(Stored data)
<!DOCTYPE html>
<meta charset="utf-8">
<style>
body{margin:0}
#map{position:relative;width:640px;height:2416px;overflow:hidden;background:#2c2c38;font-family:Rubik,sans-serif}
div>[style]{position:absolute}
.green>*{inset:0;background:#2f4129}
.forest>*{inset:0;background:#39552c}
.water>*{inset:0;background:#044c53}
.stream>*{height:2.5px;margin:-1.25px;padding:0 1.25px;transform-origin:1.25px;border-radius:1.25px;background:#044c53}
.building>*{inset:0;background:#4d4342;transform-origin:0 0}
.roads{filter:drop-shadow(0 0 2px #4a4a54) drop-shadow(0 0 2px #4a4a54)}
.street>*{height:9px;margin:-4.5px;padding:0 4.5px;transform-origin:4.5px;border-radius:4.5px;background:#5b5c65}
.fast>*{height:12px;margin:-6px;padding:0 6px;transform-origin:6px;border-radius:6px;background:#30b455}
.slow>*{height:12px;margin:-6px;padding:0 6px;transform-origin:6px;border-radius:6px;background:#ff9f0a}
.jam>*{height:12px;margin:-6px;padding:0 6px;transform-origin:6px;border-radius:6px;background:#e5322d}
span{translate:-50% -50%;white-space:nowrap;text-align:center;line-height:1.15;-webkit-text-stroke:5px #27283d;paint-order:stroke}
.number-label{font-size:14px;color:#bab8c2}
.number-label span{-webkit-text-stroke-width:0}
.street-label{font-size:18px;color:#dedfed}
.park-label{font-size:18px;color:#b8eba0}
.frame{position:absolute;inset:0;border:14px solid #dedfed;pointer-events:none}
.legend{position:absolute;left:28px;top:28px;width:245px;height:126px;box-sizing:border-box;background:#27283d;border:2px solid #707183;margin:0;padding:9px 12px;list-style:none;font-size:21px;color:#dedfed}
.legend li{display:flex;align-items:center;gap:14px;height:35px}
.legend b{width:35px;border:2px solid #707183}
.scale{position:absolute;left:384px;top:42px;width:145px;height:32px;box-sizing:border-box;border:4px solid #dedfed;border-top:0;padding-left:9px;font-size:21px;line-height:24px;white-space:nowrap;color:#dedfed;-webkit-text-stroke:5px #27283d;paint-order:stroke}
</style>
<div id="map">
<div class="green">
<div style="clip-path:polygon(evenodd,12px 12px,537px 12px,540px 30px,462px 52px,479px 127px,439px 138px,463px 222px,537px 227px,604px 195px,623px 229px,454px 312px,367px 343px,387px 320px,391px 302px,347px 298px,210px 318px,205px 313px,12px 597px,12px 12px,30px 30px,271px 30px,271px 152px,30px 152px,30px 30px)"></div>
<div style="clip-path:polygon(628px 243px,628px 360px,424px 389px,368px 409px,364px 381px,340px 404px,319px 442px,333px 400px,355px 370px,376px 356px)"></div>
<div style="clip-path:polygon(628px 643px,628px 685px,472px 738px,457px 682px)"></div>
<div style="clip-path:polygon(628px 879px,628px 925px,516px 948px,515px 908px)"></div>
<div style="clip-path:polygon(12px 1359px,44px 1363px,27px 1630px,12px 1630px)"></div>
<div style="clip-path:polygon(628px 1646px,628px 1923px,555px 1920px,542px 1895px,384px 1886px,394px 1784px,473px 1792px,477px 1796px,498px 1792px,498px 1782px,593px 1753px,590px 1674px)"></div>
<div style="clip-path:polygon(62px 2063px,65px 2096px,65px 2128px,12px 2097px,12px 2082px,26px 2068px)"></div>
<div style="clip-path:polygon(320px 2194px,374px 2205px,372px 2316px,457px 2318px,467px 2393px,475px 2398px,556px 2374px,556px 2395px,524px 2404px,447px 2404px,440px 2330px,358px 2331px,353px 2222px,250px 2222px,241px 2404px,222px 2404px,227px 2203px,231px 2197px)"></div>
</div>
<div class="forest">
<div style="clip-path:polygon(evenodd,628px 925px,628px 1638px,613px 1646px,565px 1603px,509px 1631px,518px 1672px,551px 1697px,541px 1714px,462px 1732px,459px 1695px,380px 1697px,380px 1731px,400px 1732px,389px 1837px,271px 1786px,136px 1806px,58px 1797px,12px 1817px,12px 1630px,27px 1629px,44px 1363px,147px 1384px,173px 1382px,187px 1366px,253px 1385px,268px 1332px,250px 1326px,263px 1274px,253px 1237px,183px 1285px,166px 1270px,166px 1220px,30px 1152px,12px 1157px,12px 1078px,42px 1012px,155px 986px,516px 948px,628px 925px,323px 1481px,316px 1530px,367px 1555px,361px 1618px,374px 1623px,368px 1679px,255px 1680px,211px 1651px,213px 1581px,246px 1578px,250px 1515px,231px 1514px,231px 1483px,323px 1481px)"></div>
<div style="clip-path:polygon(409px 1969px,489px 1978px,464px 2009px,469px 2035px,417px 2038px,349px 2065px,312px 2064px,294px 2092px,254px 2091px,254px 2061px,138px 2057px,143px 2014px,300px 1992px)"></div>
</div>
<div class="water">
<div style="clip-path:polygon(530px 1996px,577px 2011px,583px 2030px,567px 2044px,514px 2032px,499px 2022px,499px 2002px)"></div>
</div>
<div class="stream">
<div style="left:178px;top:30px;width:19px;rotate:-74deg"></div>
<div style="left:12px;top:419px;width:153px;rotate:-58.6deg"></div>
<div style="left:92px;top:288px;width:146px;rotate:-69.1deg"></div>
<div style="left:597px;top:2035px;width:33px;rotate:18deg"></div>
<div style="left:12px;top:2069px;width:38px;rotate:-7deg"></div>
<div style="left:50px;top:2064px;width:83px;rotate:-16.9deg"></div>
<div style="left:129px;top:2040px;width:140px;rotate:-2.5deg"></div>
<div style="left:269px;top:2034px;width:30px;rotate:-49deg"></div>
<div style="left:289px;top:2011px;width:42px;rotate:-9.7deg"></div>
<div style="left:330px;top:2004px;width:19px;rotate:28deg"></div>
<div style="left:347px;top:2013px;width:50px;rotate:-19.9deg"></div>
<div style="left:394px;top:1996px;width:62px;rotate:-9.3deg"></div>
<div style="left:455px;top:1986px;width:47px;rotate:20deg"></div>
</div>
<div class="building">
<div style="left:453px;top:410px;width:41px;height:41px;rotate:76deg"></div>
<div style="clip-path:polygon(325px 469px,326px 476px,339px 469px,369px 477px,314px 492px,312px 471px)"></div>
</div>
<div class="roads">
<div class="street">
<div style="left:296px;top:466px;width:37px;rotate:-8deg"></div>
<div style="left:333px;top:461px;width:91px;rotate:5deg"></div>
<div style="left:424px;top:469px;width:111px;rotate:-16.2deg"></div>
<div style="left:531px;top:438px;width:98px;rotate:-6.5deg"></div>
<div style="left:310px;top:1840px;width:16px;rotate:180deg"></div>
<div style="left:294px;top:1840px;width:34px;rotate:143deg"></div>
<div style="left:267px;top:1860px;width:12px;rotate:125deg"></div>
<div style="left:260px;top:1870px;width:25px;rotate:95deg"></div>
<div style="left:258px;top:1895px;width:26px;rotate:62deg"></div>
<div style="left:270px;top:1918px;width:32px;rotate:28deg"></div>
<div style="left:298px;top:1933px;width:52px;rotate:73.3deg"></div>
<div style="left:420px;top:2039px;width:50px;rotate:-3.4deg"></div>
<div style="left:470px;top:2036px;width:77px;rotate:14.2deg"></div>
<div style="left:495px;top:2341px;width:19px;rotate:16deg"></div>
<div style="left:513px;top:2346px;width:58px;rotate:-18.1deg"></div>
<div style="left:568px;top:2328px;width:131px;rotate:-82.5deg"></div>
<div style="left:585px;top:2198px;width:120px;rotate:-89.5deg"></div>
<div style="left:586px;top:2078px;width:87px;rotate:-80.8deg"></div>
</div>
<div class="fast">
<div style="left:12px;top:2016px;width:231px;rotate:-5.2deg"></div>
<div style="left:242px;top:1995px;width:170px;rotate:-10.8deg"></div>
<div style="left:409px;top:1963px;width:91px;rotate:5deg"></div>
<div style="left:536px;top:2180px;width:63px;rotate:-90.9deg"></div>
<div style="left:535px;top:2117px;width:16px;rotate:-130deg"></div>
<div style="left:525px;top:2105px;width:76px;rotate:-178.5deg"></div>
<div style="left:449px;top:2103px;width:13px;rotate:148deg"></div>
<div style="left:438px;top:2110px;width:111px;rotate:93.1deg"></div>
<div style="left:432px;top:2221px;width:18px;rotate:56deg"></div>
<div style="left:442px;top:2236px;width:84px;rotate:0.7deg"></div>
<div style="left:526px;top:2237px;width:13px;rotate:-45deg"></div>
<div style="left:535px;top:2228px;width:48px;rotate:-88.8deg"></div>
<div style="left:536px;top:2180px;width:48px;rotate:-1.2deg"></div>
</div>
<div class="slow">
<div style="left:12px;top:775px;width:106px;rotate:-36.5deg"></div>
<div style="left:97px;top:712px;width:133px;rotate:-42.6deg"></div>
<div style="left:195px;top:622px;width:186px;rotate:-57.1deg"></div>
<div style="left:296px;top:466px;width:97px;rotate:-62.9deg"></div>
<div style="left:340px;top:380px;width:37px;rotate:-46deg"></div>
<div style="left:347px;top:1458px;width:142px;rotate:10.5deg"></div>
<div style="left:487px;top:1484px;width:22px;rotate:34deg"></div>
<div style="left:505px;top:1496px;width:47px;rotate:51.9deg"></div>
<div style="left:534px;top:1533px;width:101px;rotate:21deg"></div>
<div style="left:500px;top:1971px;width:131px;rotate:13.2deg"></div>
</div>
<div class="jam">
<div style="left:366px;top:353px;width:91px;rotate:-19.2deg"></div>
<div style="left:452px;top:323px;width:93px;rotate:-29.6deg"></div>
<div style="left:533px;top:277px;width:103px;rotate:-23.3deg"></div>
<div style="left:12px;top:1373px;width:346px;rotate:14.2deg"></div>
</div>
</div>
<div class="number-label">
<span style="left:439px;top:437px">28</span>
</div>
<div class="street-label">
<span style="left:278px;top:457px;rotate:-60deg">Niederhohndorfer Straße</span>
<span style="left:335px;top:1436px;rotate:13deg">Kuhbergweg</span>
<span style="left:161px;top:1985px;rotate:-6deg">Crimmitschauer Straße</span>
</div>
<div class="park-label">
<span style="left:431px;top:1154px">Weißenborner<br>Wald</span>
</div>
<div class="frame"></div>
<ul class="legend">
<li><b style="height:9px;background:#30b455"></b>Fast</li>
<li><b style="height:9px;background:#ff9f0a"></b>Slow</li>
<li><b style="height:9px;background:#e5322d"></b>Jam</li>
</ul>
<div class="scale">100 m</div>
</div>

Work required
In the records, how many lines include the string "stream"? The answer is that number alone.

Answer to the problem
2